逆転裁判IN不思議の国

 不思議の国にやってきた少女、アリス。


 彼女は不思議の国の密入国容疑で囚われの身となりました。


 そしてハートの女王達同席のもと、裁判が開かれました。


 アリスの弁護人は日本では名の知れた弁護士で戸惑いながらも法廷の場に立ちます。


 ついでに言うと検事とは顔見知りのようです。


「私はアリスさんの無罪を主張します」


 弁護士はそう強気に言い放ちました。

 

「アリスさんは時計ウサギさんの後を追ってこの国に迷い込んだ。そうですね?」


「ええ、その通りです」


 と、被告人のアリスが弁護士の質問に答えます。


「異議あり。それでも密入国した事実には変わりはないのです」


 検察官が反論します。


「待った。そもそも不思議の国は国連にも登録されていません。つまり、法律上では同じ国の領地と言えます」


「異議あり。ここは不思議の国である以上、不思議の国の法律で裁くべきだ」


 ハートの女王はこのやり取りになにやら憤慨していた。

 自分の国が他国の領土の一部呼ばわりされたのが気にくわないようだ。

 それをトランプの兵士が宥める。


「しかしアリスさんは不思議の国の存在を知りませんでした。現場を検証しましたがまさか不思議の国に通じる扉があんな場所にあるなんて今時子供でも思いません。それにアリスさんはまだ子供です。時計兎の存在に惹かれて後を追い、不思議の国からの帰り方も分からず迷子になった――それが事件の真相だと私は考えてます」


 その弁護士の意見にハートの女王は異を唱えた。


「違うわ!! そんな女はこの国に悪意を持って密入国したに違いないわ!!」


 だが検察官は「待った」と制止を掛けた。


「ハートの女王様。それでは裁判が成り立ちません。証拠がなければやってないのと同じなのです。貴方の言い分も証拠がない以上勝手な決めつけにすぎない」


「ちょっと貴方どちらの味方なのよ!?」


「私は真実の味方です」

  

 と、検察官は格好良く決めて裁判を進めます。


「検察側の調べによればアリスさんは普通の少女です。それに凶器などの持ち込みもありません。検察側としては証人をこの場に呼びたいと思います」


「証人ですって!? 誰を呼ぶ気!?」


「時計ウサギさんです」

  

 ハートの女王の問に検察側はそう答えました。


「私は時計ウサギです。私は独自にこの国の悪事を調べていました」


「なんですって!?」


「私――時計ウサギはハートの女王がこの国で行っている悪政の陰謀を掴むために動いておりました」


「なっ――」


 衝撃の事実に場はざわめく。

 

「私が通ったルート。そしてアリスさんが迷い込んだルート。
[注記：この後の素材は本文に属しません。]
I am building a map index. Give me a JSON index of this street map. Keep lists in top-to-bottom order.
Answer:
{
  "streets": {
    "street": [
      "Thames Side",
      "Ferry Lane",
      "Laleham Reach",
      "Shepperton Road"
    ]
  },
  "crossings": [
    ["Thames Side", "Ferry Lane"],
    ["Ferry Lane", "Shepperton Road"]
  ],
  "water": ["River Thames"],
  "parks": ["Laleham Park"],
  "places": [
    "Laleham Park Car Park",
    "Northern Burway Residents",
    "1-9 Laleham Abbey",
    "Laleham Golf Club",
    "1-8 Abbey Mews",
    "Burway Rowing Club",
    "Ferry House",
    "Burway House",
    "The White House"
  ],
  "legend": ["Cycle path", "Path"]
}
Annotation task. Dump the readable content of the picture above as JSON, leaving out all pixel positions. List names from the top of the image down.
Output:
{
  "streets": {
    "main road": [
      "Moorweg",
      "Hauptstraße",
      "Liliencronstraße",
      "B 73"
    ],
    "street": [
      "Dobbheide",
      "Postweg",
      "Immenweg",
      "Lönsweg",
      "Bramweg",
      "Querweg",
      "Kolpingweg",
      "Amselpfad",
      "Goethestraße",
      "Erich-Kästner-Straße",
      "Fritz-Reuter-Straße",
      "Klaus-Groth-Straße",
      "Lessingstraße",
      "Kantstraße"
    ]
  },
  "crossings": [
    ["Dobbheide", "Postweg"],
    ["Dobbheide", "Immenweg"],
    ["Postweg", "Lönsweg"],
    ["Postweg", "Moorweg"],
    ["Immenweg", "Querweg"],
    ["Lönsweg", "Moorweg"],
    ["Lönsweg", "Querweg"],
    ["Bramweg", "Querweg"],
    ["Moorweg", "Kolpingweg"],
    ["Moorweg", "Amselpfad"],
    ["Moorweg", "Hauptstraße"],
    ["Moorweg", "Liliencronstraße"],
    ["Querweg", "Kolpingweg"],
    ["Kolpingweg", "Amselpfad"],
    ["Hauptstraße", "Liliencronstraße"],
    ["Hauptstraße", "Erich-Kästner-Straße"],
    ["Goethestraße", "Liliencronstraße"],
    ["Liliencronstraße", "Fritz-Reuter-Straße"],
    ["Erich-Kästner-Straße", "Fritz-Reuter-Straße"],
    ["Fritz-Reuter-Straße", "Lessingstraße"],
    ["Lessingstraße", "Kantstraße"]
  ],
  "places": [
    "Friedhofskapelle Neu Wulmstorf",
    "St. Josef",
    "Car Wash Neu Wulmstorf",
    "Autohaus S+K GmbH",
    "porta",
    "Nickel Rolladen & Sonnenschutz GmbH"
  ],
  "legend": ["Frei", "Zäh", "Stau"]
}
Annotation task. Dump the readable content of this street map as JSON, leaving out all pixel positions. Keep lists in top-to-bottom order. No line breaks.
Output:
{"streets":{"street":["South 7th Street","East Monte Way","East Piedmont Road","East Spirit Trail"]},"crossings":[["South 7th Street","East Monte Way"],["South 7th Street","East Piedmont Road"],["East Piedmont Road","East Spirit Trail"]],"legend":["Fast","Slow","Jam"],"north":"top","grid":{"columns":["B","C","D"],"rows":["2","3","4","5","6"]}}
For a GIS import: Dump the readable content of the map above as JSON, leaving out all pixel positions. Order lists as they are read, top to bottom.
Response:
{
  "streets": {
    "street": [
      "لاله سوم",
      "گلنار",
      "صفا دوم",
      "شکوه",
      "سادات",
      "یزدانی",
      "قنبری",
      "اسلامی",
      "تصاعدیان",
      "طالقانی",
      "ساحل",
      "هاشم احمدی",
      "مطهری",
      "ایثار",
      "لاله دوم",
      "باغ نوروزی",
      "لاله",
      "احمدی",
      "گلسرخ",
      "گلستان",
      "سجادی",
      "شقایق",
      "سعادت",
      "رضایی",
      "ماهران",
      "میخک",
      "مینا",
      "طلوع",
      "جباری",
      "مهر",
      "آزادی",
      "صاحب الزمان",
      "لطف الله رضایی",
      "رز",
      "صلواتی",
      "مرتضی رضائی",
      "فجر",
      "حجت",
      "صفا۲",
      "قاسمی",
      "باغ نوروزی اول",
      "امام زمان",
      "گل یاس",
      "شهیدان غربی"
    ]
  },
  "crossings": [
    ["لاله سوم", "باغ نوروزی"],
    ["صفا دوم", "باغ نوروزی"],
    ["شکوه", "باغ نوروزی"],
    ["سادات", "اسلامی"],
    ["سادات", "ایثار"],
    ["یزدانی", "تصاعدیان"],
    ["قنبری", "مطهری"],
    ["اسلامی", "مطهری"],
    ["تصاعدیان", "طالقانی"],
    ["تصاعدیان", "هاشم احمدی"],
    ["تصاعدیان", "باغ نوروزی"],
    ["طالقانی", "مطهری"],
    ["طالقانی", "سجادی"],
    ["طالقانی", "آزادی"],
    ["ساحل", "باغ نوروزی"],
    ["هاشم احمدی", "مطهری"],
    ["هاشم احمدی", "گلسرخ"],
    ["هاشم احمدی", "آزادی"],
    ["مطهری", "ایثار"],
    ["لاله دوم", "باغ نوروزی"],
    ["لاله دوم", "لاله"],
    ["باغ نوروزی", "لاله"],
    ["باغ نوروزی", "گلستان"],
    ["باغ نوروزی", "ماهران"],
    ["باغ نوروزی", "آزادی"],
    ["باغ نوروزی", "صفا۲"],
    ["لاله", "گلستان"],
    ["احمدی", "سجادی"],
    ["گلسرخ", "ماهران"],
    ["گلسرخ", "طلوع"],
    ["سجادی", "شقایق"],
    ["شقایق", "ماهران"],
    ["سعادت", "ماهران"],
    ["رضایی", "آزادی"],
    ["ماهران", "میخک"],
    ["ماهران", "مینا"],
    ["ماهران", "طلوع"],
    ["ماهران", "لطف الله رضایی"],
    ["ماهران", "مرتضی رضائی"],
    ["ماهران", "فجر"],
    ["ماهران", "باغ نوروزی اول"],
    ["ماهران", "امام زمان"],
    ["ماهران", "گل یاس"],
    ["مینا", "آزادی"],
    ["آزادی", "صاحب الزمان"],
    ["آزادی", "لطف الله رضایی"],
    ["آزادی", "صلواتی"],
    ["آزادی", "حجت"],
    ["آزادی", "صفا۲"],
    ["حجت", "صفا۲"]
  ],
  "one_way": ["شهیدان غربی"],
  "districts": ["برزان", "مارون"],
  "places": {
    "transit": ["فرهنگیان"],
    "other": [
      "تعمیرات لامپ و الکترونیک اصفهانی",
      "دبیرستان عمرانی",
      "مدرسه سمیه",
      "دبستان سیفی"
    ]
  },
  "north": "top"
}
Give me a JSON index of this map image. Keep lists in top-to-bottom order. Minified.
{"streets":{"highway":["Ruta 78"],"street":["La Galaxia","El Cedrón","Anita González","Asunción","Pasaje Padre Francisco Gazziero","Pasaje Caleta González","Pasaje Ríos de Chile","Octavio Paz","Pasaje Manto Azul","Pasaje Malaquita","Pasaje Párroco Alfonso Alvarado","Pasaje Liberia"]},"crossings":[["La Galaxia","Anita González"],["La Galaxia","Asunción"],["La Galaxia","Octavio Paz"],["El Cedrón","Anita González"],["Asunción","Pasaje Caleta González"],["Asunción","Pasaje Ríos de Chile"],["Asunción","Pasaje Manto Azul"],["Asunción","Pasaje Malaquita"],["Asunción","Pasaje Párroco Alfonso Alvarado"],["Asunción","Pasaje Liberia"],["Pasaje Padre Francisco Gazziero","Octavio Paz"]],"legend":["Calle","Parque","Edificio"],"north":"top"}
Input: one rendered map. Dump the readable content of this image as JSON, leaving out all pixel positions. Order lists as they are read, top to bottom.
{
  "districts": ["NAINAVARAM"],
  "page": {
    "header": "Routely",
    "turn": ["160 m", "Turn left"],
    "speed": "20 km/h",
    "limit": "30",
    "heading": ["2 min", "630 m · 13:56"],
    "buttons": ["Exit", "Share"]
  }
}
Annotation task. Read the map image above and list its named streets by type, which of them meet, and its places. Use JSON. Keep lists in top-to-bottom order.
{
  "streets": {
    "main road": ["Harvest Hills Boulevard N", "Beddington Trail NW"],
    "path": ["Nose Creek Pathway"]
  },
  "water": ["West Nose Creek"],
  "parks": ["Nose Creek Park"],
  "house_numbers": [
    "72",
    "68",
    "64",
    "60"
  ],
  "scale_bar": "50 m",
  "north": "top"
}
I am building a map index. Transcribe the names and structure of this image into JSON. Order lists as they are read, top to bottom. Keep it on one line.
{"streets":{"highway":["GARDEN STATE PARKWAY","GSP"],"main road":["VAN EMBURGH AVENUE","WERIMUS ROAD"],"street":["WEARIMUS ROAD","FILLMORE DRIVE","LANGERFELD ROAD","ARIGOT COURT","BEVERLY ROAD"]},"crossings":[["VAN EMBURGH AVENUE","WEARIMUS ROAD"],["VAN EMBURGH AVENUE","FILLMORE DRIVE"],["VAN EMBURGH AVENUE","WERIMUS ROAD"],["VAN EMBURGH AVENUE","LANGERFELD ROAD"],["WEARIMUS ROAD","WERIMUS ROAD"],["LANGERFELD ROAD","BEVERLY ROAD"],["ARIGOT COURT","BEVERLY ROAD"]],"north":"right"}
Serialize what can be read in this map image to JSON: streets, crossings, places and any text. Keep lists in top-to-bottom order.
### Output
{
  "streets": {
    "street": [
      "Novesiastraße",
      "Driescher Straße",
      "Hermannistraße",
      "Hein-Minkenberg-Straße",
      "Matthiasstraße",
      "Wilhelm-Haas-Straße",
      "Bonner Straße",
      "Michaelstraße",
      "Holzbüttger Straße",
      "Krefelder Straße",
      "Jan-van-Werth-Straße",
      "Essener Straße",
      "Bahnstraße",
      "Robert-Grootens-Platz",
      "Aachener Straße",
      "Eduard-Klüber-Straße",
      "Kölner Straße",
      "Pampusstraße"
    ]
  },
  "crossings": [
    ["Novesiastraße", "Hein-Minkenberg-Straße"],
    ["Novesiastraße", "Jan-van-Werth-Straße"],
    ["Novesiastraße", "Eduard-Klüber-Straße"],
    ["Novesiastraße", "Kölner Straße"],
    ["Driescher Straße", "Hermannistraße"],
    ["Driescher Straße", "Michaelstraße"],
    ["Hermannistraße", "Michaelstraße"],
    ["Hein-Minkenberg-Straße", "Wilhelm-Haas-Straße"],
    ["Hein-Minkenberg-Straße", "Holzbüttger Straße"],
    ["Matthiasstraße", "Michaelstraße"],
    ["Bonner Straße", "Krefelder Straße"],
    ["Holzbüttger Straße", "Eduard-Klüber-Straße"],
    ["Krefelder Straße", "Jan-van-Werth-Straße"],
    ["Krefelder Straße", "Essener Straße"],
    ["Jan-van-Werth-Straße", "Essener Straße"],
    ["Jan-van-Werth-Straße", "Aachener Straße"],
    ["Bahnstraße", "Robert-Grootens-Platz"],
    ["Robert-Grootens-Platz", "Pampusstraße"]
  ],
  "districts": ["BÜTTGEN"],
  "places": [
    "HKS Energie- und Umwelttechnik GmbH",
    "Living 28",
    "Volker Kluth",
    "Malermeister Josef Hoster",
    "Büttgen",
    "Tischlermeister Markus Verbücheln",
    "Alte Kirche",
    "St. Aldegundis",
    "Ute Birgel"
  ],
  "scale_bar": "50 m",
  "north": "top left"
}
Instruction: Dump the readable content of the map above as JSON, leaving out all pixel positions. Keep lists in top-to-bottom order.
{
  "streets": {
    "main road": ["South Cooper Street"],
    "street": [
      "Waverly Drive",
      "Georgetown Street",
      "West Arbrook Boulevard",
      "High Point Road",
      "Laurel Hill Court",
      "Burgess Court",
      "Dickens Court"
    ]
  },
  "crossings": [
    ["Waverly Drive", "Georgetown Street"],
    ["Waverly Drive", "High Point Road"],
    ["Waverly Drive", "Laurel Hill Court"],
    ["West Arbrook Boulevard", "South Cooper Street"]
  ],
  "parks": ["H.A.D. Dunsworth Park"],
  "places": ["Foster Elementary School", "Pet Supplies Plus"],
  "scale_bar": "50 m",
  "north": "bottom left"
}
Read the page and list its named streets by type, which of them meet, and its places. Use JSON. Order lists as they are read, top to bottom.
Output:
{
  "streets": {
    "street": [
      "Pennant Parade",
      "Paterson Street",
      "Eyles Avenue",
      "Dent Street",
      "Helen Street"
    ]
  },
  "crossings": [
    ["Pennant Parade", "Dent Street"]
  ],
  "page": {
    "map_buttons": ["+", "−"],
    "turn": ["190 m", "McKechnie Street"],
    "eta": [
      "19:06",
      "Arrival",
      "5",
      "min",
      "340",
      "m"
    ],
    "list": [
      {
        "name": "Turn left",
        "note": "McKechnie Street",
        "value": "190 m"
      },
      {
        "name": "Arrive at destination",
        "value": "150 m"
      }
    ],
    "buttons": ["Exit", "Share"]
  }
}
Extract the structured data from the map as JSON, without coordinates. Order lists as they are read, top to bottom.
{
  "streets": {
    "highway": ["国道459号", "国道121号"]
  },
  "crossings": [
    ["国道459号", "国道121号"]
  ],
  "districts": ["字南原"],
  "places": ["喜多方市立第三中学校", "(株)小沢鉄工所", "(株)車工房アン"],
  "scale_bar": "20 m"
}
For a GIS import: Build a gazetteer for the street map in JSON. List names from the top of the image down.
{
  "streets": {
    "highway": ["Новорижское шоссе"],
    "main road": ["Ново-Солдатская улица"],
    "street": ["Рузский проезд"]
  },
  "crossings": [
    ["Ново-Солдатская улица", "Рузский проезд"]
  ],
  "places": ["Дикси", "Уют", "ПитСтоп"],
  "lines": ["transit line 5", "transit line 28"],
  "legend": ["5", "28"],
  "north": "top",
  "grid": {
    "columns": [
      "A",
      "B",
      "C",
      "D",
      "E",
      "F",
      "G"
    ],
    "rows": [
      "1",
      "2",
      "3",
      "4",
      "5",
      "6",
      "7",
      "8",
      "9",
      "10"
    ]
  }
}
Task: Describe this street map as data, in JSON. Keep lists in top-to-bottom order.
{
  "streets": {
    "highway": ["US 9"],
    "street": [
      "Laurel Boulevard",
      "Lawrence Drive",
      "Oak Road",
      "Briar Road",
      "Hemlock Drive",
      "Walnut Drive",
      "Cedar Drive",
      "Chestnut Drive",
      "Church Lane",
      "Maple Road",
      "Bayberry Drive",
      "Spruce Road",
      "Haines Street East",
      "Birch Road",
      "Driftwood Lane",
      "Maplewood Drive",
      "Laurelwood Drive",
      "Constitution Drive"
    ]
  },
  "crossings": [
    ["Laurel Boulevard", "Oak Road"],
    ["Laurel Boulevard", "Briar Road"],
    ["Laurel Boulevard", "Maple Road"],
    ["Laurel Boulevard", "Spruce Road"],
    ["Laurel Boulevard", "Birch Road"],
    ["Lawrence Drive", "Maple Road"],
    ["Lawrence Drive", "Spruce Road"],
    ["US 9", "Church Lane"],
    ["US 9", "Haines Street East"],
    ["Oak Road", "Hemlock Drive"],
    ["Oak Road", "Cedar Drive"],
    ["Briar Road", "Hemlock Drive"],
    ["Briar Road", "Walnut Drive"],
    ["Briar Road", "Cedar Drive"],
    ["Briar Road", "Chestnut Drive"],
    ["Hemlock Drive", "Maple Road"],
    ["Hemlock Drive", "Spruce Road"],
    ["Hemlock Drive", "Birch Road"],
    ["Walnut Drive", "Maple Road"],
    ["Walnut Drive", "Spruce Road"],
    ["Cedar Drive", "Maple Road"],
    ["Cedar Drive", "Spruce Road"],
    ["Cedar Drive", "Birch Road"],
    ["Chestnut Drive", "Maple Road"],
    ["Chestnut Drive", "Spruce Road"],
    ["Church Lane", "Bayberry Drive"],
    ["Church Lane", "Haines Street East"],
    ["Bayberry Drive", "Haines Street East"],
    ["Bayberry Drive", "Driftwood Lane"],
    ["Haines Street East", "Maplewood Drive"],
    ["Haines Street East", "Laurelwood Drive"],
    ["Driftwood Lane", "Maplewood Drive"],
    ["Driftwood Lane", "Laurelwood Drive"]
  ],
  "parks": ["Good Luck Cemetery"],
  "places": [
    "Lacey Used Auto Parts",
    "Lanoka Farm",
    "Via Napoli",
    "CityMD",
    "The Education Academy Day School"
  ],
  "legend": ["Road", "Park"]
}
実はアレは違法な薬物をこの国に持ち込むための秘密の抜け道だったのです」


「何を根拠に!?」


 不思議の国にも関わらず突然話が生々しくなった事に弁護側も検察側も複雑な心境になるが本人達はいたって真面目なので顔には出さないようにする。


「それだけではありません。ハートの女王は二人おり、もう一人のハートの女王は幽閉されているのです」


「何をデタラメな!! 国家反逆罪で死罪にするわよ!! 大体なんで裁判なんか開いたのよ!? これもそれもあの小娘が秘密のルートを――」


 弁護士と検察側は聞き逃さなかった。

 

「秘密のルートと言うのはどう言う事ですか? 弁護側はその秘密のルートについて明らかにしてもらいたい」


「検察側も同じです。それがハッキリ出来ない以上、アリスさんの味方につかざるおえません」


「ぐぬ――そ、それは――」


 ハートの女王は言葉に詰まる。

 弁護側は時計ウサギに「証言を続けてください」と裁判を進めます。


「はい。あの秘密の抜け道には薬物だけではなく、地球の武器も運び込まれていました。あの偽のハートの女王はそうして悪の独裁国家をつくりあげようとしていたのです」


「デタラメだわ! 大体薬物も武器も全て証拠が出ないように処分して――」


 再び騒然となる。

 あまりの急展開に場は再び騒然となった。

 ハートの女王もしまった――と言う顔になる。


「弁護側としてはこの事件の真相はこう捉えます。ハートの女王はアリスさんが迷い込んだ秘密の抜け道――この国に薬物を持ち込むためのルートだったのです。だから口を封じるために魔女裁判を行うおうとした」


「検察側としては証拠が無い以上、全てデタラメだと論じます」


 二転、三転する法廷。 

 そしてその場に新たな少女がトランプの兵士達に連れられて現れた。


「いいえ、弁護側の意見は本当です」


「貴方は?」


「私はハートの女王です。証拠はあります。この王家に伝わるペンダント。そして――あのハートの女王の顔は整形による物だと言う証拠もあります」


「なんですって!? あの小娘が!? どうして――誰も知らない場所に幽閉していたのに!! それに整形の証拠なんて全部処分したはず――」


 この場に居合わせた人々の疑惑の目は全ての偽のハートの女王に向けられました。


「ええ、そうです。それと貴方がこの国で運び込んだ薬物や武器の場所も――私がいない間に相当好き勝手してくれたようですね。偽の女王」


「グヌヌヌヌ!!」


 偽の女王である取り巻きのトランプの兵士達は慌てふためきます。   

 そして時計兎率いる捜査員の手で偽のハートの女王は連行されました。


 少し間を置き、法廷が落ち着きを取り戻したところで裁判官のハンプティ・ダンプティが言います。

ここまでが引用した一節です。